Automotive Air-Conditioning FAQ

Commonly referred to as the heart of the system, the compressor is a belt driven pump that is fastened to the engine. It is responsible for compressing and transferring refrigerant gas.

The A/C system is split into two sides, a high pressure side and a low pressure side; defined as discharge and suction. Since the compressor is basically a pump, it must have an intake side and a discharge side. The intake, or suction side, draws in refrigerant gas from the outlet of the evaporator. In some cases it does this via the accumulator.

Once the refrigerant is drawn into the suction side, it is compressed and sent to the condenser, where it can then transfer the heat that is absorbed from the inside of the vehicle.

This is the area in which heat dissipation occurs. The condenser, in many cases, will have much the same appearance as the radiator in you car as the two have very similar functions. The condenser is designed to radiate heat. Its location is usually in front of the radiator, but in some cases, due to aerodynamic improvements to the body of a vehicle, its location may differ. Condensers must have good air flow anytime the system is in operation. On rear wheel drive vehicles, this is usually accomplished by taking advantage of your existing engine's cooling fan. On front wheel drive vehicles, condenser air flow is supplemented with one or more electric cooling fan(s).

As hot compressed gasses are introduced into the top of the condenser, they are cooled off. As the gas cools, it condenses and exits the bottom of the condenser as a high pressure liquid.

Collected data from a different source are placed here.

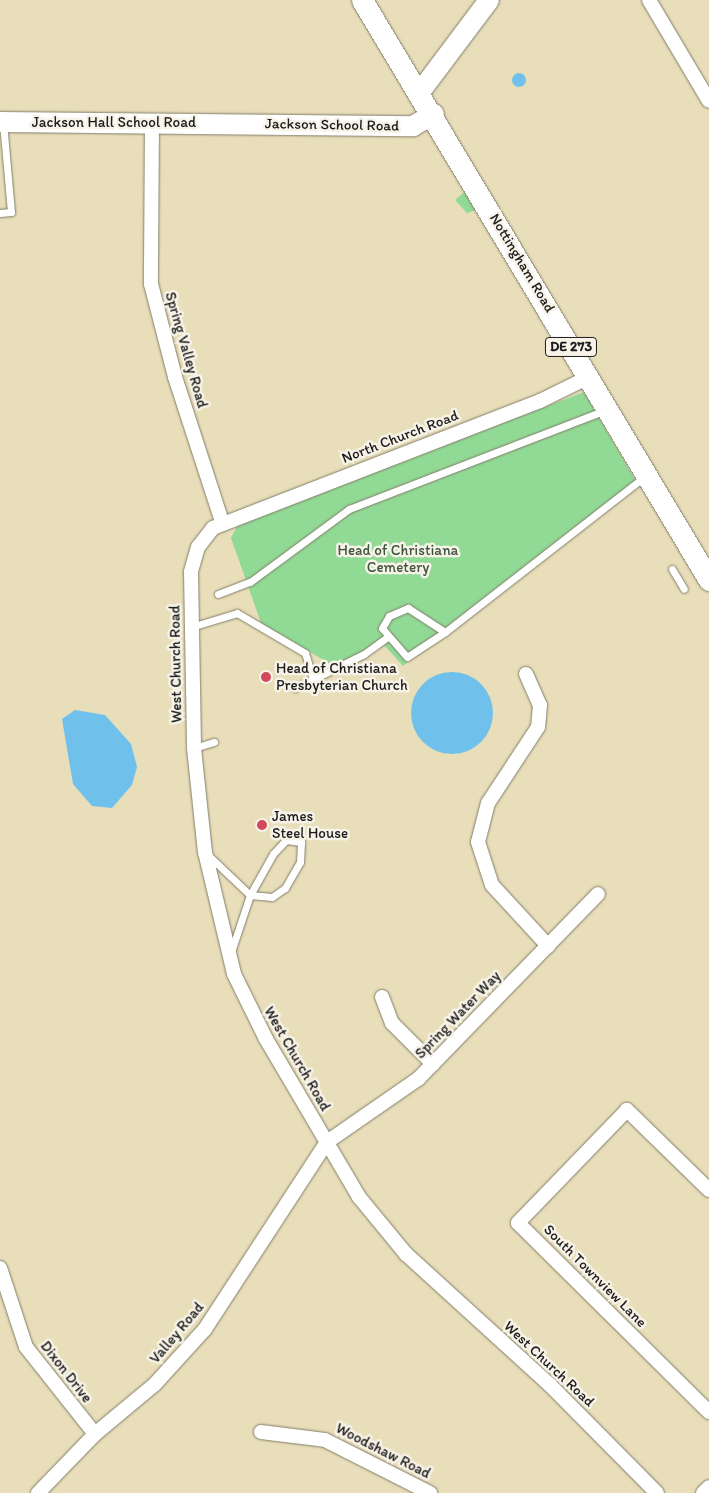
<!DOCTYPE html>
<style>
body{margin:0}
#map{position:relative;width:709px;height:1493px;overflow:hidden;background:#e8deb9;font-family:Itim,sans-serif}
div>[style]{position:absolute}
.green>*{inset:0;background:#91da95}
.water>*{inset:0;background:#6fc1eb}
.round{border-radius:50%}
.roads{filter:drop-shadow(0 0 1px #827d6a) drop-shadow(0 0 1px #827d6a)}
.lane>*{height:7px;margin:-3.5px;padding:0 3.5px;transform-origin:3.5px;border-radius:3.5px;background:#fff}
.street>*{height:14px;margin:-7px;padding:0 7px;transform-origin:7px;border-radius:7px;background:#fff}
.secondary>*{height:20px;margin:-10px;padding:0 10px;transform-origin:10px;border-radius:10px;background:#fff}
.primary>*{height:21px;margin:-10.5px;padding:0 10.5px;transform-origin:10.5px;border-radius:10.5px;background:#fff}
.dots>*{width:14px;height:14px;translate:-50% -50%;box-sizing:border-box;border:2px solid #f7f3e8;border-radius:50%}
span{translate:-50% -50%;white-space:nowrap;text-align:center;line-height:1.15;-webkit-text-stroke:5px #f7f3e8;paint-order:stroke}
.shield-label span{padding:1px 4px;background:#f7f3e8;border:1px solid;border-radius:4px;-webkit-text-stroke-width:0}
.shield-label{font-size:14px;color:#1c1c1c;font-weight:700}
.street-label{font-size:15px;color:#1c1c1c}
.park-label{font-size:15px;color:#3f5540}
.poi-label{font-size:15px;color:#1c1c1c}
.left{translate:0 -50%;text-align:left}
</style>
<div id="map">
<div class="green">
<div style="clip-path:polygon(467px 190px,479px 209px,467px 213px,455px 200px)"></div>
<div style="clip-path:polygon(584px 392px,638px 485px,403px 666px,384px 645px,342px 671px,261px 623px,231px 538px,237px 526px)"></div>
</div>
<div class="water">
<div class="round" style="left:512px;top:73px;width:14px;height:14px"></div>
<div class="round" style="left:411px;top:672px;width:82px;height:82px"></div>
<div style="clip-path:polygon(75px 710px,105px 715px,131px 744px,137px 767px,132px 785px,112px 808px,92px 806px,73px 784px,62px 719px)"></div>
</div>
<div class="roads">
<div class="lane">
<div style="left:0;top:213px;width:11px;rotate:-5deg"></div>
<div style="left:11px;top:212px;width:89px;rotate:-95.1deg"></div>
<div style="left:672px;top:569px;width:23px;rotate:59deg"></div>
<div style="left:218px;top:594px;width:34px;rotate:-21deg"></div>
<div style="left:250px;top:582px;width:123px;rotate:-36.4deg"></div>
<div style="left:349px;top:509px;width:274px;rotate:-21.1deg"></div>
<div style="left:191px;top:627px;width:48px;rotate:-16.9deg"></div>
<div style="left:237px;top:613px;width:79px;rotate:30.5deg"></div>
<div style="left:305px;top:653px;width:27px;rotate:73deg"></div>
<div style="left:445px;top:632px;width:45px;rotate:146.7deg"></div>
<div style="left:407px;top:657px;width:38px;rotate:-131deg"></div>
<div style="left:382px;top:628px;width:14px;rotate:-60deg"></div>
<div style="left:389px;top:616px;width:21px;rotate:-23deg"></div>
<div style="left:408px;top:608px;width:44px;rotate:33deg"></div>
<div style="left:445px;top:632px;width:252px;rotate:-37.9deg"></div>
<div style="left:295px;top:688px;width:77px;rotate:-26.2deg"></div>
<div style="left:364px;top:654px;width:27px;rotate:-36deg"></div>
<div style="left:194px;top:748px;width:21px;rotate:-17deg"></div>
<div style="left:209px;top:856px;width:57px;rotate:43.6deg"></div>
<div style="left:250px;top:895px;width:22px;rotate:5deg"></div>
<div style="left:272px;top:897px;width:16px;rotate:-35deg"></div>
<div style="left:285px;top:888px;width:30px;rotate:-60deg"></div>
<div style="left:300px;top:862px;width:20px;rotate:-87deg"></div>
<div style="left:301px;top:842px;width:15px;rotate:-172deg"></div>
<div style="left:286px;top:840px;width:19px;rotate:133deg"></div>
<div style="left:273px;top:854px;width:47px;rotate:119.3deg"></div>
<div style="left:250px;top:895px;width:60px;rotate:108.4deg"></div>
</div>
<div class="street">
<div style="left:649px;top:0;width:117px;rotate:59.3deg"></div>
<div style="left:152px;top:122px;width:162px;rotate:90.4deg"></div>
<div style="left:151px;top:284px;width:96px;rotate:75.5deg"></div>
<div style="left:175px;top:377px;width:152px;rotate:72deg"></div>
<div style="left:589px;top:377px;width:55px;rotate:153.9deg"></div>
<div style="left:540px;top:401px;width:351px;rotate:158.8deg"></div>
<div style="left:213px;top:528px;width:24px;rotate:128deg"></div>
<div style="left:198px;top:547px;width:26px;rotate:106deg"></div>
<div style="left:191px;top:572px;width:176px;rotate:89deg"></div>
<div style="left:194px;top:748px;width:105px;rotate:84deg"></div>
<div style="left:205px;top:852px;width:125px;rotate:76.6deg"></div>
<div style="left:234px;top:974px;width:72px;rotate:63.8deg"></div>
<div style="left:266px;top:1039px;width:183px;rotate:59.5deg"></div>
<div style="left:359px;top:1197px;width:74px;rotate:50.5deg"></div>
<div style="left:406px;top:1254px;width:195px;rotate:42.3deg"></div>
<div style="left:550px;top:1385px;width:152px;rotate:45.3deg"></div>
<div style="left:526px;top:674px;width:34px;rotate:66deg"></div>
<div style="left:540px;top:705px;width:22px;rotate:95deg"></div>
<div style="left:538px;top:727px;width:91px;rotate:123.3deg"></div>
<div style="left:488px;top:803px;width:40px;rotate:104.4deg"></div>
<div style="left:478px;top:842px;width:45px;rotate:72deg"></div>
<div style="left:492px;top:885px;width:83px;rotate:47.4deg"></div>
<div style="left:382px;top:997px;width:28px;rotate:69deg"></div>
<div style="left:392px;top:1023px;width:58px;rotate:45deg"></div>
<div style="left:709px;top:1190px;width:115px;rotate:-135.7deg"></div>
<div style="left:627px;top:1110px;width:157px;rotate:134deg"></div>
<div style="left:518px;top:1223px;width:269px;rotate:44.7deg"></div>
<div style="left:0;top:1268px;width:83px;rotate:71.8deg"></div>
<div style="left:26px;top:1347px;width:111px;rotate:51.6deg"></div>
<div style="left:261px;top:1432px;width:64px;rotate:7.1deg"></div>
<div style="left:325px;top:1440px;width:118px;rotate:26.8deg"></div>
<div style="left:38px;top:1493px;width:82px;rotate:-46deg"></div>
<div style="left:95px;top:1434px;width:78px;rotate:-39.8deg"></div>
<div style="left:155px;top:1384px;width:74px;rotate:-47.7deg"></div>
<div style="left:205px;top:1329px;width:223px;rotate:-56.9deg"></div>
<div style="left:327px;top:1142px;width:111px;rotate:-34.7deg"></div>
<div style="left:418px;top:1079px;width:258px;rotate:-45.8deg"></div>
<div style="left:703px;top:1493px;width:8px;rotate:-45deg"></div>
</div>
<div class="secondary">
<div style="left:420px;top:92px;width:115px;rotate:-53.1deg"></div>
<div style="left:0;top:122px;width:413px;rotate:0.6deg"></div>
<div style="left:413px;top:126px;width:24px;rotate:-30deg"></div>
</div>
<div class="primary">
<div style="left:362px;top:0;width:676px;rotate:59.11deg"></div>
</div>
</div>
<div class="dots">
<div style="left:266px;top:677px;background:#d1495b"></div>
<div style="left:262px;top:825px;background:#d1495b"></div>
</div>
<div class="shield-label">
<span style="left:571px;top:347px">DE 273</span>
</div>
<div class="street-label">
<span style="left:114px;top:123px">Jackson Hall School Road</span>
<span style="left:332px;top:125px;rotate:1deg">Jackson School Road</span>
<span style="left:522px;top:263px;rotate:59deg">Nottingham Road</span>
<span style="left:186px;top:350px;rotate:74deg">Spring Valley Road</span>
<span style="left:400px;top:437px;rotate:-21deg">North Church Road</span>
<span style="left:176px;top:664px;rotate:-91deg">West Church Road</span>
<span style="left:458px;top:1015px;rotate:-46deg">Spring Water Way</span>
<span style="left:297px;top:1059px;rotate:60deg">West Church Road</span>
<span style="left:595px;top:1276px;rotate:45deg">South Townview Lane</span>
<span style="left:177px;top:1333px;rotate:-50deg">Valley Road</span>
<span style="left:549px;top:1364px;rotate:43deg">West Church Road</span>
<span style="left:66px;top:1372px;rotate:52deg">Dixon Drive</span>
<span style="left:383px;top:1451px;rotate:27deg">Woodshaw Road</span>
</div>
<div class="park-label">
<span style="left:398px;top:559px">Head of Christiana<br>Cemetery</span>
</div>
<div class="poi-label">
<span class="left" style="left:276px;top:677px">Head of Christiana<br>Presbyterian Church</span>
<span class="left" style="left:272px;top:825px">James<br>Steel House</span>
</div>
</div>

Located inside the vehicle, the evaporator serves as the heat absorption component. The evaporator provides several functions. Its primary duty is to remove heat from the inside of your vehicle. A secondary benefit is dehumidification. As warmer air travels through the aluminum fins of the cooler evaporator coil, the moisture contained in the air condenses on its surface. Dust and pollen passing through stick to its wet surfaces and drain off to the outside. On humid days you may have seen this as water dripping from the bottom of your vehicle. Rest assured this is perfectly normal.

The ideal temperature of the evaporator is 32 Fahrenheit or 0 Celsius. Refrigerant enters the bottom of the evaporator as a low pressure liquid. The warm air passing through the evaporator fins causes the refrigerant to boil (refrigerants have very low boiling points). As the refrigerant begins to boil, it can absorb large amounts of heat. This heat is then carried off with the refrigerant to the outside of the vehicle. Several other components work in conjunction with the evaporator. As mentioned above, the ideal temperature for an evaporator coil is 32 F. Temperature and pressure regulating devices must be used to control its temperature. While there are many variations of devices used, their main functions are the same; keeping pressure in the evaporator low and keeping the evaporator from freezing; A frozen evaporator coil will not absorb as much heat.

Another common refrigerant regulator is the thermal expansion valve, or TXV. Commonly used on import and aftermarket systems. This type of valve can sense both temperature and pressure, and is very efficient at regulating refrigerant flow to the evaporator. Several variations of this valve are commonly found. Another example of a thermal expansion valve is Chrysler's "H block" type. This type of valve is usually located at the firewall, between the evaporator inlet and outlet tubes and the liquid and suction lines. These types of valves, although efficient, have some disadvantages over orifice tube systems. Like orifice tubes these valves can become clogged with debris, but also have small moving parts that may stick and malfunction due to corrosion.

The receiver-drier is used on the high side of systems that use a thermal expansion valve. This type of metering valve requires liquid refrigerant. To ensure that the valve gets liquid refrigerant, a receiver is used. The primary function of the receiver-drier is to separate gas and liquid. The secondary purpose is to remove moisture and filter out dirt. The receiver-drier usually has a sight glass in the top. This sight glass is often used to charge the system. Under normal operating conditions, vapor bubbles should not be visible in the sight glass. The use of the sight glass to charge the system is not recommended in R-134a systems as cloudiness and oil that has separated from the refrigerant can be mistaken for bubbles. This type of mistake can lead to a dangerous overcharged condition. There are variations of receiver-driers and several different desiccant materials are in use. Some of the moisture removing desiccants found within are not compatible with R-134a. The desiccant type is usually identified on a sticker that is affixed to the receiver-drier. Newer receiver-driers use desiccant type XH-7 and are compatible with both R-12 and R-134a refrigerants.

Refrigerant oil is installed in most compressors in the factory. Check the compressor label for the type and amount of oil.

Cooling performance could improve by increasing compressor speed or capacity; however, HVAC system capacity is not based solely on compressor capacity. Control algorithms, evaporator and condenser sizing, as well as a host of other factors contribute to system capacity, so simply speeding up your compressor or upgrading to a higher-capacity compressor will not necessarily increase your actual system performance.